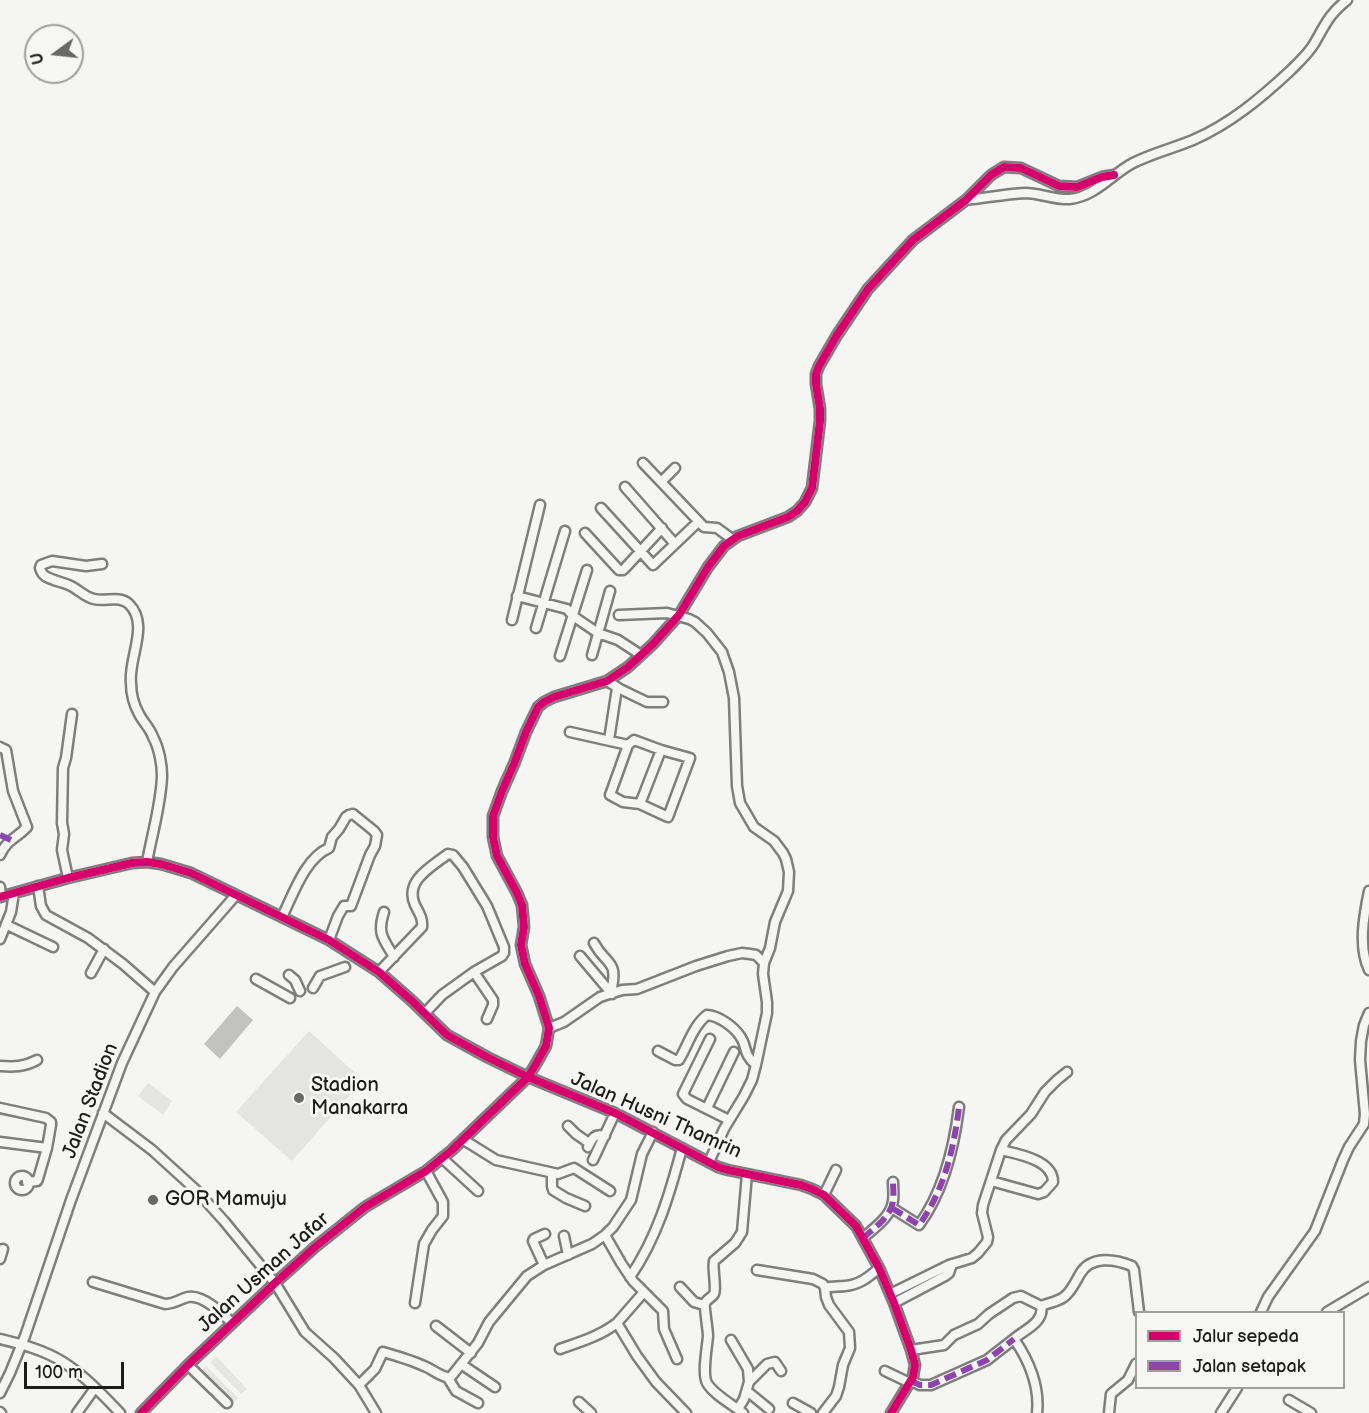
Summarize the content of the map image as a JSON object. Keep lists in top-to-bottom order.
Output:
{
  "streets": {
    "street": ["Jalan Stadion", "Jalan Husni Thamrin", "Jalan Usman Jafar"]
  },
  "crossings": [
    ["Jalan Stadion", "Jalan Husni Thamrin"],
    ["Jalan Husni Thamrin", "Jalan Usman Jafar"]
  ],
  "places": ["Stadion Manakarra", "GOR Mamuju"],
  "legend": ["Jalur sepeda", "Jalan setapak"],
  "scale_bar": "100 m",
  "north": "left"
}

:::::

# Work to be completed:
Each line of the material above should be set down exactly, with no pictures.

# Solution for this task:
Summarize the content of the map image as a JSON object. Keep lists in top-to-bottom order.
Output:
{
  "streets": {
    "street": ["Jalan Stadion", "Jalan Husni Thamrin", "Jalan Usman Jafar"]
  },
  "crossings": [
    ["Jalan Stadion", "Jalan Husni Thamrin"],
    ["Jalan Husni Thamrin", "Jalan Usman Jafar"]
  ],
  "places": ["Stadion Manakarra", "GOR Mamuju"],
  "legend": ["Jalur sepeda", "Jalan setapak"],
  "scale_bar": "100 m",
  "north": "left"
}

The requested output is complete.